Shadertoy Pi #1

December 12, 2024

Shadertoy Pi #1

Shadertoy and Shaders

So I'm back on the Raspberry Pi-Pico where I decided to port a shader from Shadertoy into this device.

Here is the Shadertoy example I used (from 3w36zj6) and it seems to be a remix from this original version (from jaszunio15).

"Shader" term was introduced by Pixar in 1988 but today, we can refer to a shader as a "function" executed on the GPU (Graphic Processing Unit) available on your graphic card.

GPUs are really good to execute the "same" function in parallel versus the main processor of your computer a.k.a CPU ("Central processing unit") where it is good to execute a long series of random, branching and different code.

A basic rendering pipeline begins by ingesting what the CPU sends to the GPU divides in 2 categories:
- Data: 3d points, triangle list, textures, buffers, ...
- Commands, functions and states where they will indicate how the data should be process (e.g. render a cube far away from the camera and merge texture color with the ambient light)

GPU stages are very programmable and the 2 most common stages are "Vertex Shader" and "Pixel Shader".

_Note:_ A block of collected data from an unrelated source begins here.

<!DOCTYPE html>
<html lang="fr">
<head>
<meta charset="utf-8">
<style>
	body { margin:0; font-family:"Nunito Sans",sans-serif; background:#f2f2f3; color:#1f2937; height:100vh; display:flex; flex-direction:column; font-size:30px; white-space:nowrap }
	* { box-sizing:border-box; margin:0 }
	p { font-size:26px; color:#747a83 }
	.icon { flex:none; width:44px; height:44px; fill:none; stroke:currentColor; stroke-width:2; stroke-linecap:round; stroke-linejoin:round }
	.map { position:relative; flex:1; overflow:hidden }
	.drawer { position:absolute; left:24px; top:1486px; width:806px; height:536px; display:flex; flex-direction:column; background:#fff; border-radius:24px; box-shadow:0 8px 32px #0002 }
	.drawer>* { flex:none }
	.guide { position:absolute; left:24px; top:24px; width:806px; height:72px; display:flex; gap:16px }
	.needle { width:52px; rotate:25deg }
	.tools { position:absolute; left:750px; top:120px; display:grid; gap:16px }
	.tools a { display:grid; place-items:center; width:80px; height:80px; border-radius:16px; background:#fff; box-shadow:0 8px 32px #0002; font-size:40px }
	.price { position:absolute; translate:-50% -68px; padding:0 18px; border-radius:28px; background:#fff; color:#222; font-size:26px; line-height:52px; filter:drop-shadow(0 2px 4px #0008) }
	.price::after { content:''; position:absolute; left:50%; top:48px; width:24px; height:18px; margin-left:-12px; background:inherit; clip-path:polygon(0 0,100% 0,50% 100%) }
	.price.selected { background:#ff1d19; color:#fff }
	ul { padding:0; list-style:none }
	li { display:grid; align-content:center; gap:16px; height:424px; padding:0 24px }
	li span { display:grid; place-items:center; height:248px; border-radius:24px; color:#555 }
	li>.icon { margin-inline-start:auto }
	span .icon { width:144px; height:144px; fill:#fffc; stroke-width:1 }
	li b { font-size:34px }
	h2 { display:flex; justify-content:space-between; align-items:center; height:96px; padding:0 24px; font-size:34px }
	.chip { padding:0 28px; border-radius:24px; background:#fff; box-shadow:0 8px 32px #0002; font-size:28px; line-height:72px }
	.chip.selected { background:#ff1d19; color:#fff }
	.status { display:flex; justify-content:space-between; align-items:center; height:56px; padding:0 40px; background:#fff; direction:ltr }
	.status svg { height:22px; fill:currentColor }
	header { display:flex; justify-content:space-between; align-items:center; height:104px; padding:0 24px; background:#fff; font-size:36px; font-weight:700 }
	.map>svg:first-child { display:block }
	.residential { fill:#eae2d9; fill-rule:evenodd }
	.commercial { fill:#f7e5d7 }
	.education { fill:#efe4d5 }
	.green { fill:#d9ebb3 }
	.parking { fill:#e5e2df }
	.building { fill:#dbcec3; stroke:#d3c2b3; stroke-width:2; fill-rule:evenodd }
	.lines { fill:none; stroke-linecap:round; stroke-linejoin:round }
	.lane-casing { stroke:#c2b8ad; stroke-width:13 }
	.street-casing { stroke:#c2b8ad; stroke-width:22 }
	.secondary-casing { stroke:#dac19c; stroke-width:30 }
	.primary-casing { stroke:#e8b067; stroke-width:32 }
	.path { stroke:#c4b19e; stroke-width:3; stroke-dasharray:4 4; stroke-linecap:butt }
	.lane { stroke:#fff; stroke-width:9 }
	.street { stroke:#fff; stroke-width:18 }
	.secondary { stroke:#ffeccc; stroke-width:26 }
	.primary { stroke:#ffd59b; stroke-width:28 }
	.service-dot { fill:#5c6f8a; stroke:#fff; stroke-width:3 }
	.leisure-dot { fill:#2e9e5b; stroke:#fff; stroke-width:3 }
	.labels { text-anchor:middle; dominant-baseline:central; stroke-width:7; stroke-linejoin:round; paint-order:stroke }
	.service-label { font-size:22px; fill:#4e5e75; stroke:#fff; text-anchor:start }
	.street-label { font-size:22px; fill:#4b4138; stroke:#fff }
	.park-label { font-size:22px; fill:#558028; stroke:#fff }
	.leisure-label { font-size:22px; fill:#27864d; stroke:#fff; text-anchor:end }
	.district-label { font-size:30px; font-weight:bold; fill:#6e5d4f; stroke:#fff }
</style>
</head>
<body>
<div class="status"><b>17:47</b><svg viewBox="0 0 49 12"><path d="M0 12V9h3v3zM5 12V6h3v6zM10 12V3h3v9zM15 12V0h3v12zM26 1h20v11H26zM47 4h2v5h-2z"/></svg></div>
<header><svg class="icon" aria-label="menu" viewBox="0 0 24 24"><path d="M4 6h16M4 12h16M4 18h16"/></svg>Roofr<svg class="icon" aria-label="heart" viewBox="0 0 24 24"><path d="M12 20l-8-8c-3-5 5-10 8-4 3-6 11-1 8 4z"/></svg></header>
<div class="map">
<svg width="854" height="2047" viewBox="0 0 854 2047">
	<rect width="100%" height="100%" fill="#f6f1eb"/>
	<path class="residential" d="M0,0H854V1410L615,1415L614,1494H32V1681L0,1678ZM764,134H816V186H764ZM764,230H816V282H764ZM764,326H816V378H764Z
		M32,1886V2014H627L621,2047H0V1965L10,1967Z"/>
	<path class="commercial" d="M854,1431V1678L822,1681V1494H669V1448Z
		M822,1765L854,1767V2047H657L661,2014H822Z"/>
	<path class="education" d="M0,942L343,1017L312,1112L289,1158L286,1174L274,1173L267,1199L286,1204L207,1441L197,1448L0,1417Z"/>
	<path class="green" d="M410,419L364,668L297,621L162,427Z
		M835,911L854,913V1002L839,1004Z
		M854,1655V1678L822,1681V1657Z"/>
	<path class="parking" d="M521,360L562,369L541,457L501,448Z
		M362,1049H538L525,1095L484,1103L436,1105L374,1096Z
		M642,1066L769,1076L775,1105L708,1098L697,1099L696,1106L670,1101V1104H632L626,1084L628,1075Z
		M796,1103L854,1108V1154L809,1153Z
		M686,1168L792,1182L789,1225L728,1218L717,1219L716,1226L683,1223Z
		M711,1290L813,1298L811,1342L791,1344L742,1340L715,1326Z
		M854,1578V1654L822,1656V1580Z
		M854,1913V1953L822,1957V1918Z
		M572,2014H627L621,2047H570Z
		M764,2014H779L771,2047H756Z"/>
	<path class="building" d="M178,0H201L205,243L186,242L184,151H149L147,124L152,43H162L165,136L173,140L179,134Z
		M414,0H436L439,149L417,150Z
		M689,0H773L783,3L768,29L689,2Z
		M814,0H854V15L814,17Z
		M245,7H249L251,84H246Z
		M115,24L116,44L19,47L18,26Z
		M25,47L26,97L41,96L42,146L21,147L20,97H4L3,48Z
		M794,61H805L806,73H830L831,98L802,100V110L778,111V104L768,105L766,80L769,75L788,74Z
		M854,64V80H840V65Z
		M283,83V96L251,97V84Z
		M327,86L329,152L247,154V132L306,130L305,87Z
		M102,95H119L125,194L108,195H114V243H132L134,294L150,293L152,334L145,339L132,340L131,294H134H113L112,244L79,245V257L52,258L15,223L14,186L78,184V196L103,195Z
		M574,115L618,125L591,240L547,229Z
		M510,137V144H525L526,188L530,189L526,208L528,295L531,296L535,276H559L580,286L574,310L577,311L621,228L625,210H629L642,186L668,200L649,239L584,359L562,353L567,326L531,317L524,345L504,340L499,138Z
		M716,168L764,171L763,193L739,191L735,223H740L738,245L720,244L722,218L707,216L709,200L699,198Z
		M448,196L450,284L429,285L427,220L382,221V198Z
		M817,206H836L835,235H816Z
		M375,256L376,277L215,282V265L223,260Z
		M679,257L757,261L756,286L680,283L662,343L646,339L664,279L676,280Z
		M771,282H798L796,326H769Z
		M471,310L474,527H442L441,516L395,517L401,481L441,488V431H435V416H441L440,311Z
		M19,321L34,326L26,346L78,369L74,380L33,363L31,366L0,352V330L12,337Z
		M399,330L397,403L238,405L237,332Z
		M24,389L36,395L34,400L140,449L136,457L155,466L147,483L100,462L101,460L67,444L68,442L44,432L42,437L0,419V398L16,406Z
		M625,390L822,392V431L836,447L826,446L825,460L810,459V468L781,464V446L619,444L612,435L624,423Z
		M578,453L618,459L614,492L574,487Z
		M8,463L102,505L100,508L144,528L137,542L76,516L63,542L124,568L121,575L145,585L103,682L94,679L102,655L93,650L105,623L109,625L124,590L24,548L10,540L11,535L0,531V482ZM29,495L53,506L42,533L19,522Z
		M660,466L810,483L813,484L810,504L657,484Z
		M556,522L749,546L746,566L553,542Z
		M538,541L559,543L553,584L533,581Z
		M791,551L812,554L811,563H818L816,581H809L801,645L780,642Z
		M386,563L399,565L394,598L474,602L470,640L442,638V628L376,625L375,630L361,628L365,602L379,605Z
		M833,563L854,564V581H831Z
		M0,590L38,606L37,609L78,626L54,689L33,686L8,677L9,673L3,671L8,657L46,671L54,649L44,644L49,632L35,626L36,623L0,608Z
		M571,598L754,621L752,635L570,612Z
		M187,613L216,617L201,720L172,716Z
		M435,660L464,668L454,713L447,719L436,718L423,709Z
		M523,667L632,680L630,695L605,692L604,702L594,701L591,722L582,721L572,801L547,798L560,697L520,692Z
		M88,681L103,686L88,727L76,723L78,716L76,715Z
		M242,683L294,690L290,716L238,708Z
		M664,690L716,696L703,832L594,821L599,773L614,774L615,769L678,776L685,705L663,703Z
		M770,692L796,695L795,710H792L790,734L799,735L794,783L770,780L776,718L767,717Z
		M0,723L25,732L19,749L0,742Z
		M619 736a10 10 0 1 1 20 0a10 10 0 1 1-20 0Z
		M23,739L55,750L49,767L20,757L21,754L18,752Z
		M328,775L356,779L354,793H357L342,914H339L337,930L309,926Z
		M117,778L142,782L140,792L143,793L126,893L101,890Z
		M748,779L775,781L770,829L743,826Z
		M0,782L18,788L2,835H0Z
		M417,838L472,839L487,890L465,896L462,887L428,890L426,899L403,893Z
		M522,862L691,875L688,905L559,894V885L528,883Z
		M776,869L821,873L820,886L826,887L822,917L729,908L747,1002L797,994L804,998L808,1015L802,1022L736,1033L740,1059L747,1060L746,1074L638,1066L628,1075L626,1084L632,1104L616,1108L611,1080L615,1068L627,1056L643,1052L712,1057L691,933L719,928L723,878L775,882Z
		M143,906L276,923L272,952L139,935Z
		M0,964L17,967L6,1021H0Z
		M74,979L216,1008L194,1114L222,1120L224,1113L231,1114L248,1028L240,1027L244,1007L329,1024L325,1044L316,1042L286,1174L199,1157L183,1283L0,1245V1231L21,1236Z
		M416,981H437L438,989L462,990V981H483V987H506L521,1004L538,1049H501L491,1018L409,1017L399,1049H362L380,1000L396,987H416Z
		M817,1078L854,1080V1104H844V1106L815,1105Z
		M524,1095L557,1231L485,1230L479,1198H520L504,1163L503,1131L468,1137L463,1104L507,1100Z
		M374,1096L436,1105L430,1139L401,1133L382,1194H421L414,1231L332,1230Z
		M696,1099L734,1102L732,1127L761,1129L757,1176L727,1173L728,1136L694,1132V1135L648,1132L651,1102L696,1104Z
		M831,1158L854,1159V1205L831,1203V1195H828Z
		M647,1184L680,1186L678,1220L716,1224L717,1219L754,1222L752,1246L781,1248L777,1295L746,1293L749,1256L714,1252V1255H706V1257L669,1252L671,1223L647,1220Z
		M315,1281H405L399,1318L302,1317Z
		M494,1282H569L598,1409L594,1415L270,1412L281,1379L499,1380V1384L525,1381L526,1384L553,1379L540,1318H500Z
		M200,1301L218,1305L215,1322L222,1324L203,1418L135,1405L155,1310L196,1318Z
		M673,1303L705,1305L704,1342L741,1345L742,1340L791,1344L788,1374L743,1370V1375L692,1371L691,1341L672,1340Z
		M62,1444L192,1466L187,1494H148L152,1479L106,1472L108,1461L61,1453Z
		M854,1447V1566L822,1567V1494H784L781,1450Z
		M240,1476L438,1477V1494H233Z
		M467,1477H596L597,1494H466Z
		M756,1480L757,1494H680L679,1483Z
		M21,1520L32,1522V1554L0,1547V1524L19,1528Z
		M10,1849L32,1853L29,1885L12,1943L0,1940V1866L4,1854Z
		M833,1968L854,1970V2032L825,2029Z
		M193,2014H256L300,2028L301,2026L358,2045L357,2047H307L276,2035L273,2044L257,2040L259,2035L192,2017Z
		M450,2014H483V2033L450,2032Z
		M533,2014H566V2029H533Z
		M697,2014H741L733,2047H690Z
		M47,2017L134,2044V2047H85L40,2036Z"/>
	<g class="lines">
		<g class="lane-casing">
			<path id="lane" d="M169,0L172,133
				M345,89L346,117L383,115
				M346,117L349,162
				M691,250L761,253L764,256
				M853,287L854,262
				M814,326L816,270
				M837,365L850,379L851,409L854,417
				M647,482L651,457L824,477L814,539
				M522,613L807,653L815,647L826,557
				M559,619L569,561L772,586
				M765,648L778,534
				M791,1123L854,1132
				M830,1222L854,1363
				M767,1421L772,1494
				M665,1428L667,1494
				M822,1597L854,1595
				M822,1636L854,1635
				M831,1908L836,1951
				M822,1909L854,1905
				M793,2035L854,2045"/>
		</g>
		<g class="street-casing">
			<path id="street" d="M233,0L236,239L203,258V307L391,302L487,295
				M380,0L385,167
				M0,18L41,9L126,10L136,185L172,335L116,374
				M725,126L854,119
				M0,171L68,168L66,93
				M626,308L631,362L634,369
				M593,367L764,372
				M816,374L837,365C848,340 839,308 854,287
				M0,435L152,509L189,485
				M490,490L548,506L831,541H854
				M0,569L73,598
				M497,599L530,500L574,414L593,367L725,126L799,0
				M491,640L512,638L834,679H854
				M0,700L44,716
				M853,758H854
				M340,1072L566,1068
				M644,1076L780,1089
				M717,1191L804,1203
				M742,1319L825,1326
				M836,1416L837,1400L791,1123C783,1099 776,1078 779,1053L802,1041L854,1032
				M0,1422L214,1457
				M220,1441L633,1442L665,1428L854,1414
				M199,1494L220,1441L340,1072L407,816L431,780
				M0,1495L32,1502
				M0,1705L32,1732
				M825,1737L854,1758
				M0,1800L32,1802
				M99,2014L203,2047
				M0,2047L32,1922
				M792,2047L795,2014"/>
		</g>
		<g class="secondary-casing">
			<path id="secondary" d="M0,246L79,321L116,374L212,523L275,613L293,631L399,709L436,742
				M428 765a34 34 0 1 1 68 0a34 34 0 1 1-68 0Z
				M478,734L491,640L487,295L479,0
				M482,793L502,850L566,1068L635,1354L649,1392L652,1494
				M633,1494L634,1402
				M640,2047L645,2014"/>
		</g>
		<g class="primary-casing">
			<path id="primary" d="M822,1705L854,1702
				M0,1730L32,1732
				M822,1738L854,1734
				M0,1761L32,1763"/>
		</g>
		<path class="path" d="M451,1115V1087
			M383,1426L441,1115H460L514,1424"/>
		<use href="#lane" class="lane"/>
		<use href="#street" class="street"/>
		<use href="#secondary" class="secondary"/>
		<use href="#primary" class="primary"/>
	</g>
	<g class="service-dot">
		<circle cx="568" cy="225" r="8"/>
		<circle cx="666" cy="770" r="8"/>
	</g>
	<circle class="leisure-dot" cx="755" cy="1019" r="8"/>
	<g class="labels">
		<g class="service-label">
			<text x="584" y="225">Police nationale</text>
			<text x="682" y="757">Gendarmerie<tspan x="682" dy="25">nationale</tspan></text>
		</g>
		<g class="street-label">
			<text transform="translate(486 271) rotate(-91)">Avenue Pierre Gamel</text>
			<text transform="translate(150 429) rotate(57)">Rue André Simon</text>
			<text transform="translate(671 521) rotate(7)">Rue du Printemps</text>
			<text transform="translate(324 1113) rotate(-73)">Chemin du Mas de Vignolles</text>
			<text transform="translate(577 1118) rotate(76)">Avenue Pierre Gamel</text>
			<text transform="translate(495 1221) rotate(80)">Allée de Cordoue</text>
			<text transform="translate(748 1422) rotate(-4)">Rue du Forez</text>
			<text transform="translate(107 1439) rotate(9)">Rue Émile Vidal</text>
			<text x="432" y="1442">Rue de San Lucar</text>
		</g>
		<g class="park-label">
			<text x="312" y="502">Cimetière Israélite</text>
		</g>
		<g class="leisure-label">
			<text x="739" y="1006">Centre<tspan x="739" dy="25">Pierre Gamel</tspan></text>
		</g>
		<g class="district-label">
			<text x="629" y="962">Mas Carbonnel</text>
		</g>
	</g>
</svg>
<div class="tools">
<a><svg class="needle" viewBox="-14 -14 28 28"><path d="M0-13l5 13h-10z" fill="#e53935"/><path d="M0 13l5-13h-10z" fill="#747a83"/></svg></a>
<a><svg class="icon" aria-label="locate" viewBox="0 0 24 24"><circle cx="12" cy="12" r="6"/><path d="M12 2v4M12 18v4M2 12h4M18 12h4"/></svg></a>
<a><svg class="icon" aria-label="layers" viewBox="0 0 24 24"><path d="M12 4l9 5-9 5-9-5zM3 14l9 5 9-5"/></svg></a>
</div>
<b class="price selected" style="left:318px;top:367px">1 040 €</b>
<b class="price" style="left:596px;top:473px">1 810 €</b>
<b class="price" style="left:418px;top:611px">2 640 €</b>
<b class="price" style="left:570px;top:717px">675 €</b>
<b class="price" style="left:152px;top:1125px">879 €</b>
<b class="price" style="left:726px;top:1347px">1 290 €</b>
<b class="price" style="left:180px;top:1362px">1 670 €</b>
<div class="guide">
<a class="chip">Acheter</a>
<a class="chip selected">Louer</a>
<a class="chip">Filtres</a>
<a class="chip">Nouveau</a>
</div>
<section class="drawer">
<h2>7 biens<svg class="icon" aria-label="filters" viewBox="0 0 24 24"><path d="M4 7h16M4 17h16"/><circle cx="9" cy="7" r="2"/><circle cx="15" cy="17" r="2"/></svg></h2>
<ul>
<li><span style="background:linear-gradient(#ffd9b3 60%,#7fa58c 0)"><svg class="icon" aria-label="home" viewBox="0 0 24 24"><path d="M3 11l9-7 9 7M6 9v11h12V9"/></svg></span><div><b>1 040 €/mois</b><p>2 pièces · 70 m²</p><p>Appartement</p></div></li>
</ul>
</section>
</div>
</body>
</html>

The "Vertex shader" stage is where the GPU calls specific functions on every 3d point to apply some transformation (e.g. animation, position, rotation, scaling). This is the part where you can set any 3d objects on the map at different positions.

After this state, there is a fixed stage called "Rasterizer" where it will interpolate between points that compose a triangle to "update" pixels on "screen". During that update and for every pixel, a function (Pixel Shader) will be called.

A quick summary to resume how GPU processes at parallel level, If your monitor is 1920 by 1080 and your games runs at 60 frames per seconds, you can expect ~125 millions of functions called every second and that only for the pixel shaders. Usually games use multiple passes (e.g. deferred, post process, motion-blur, UI) depending of the complexity so the count should be higher.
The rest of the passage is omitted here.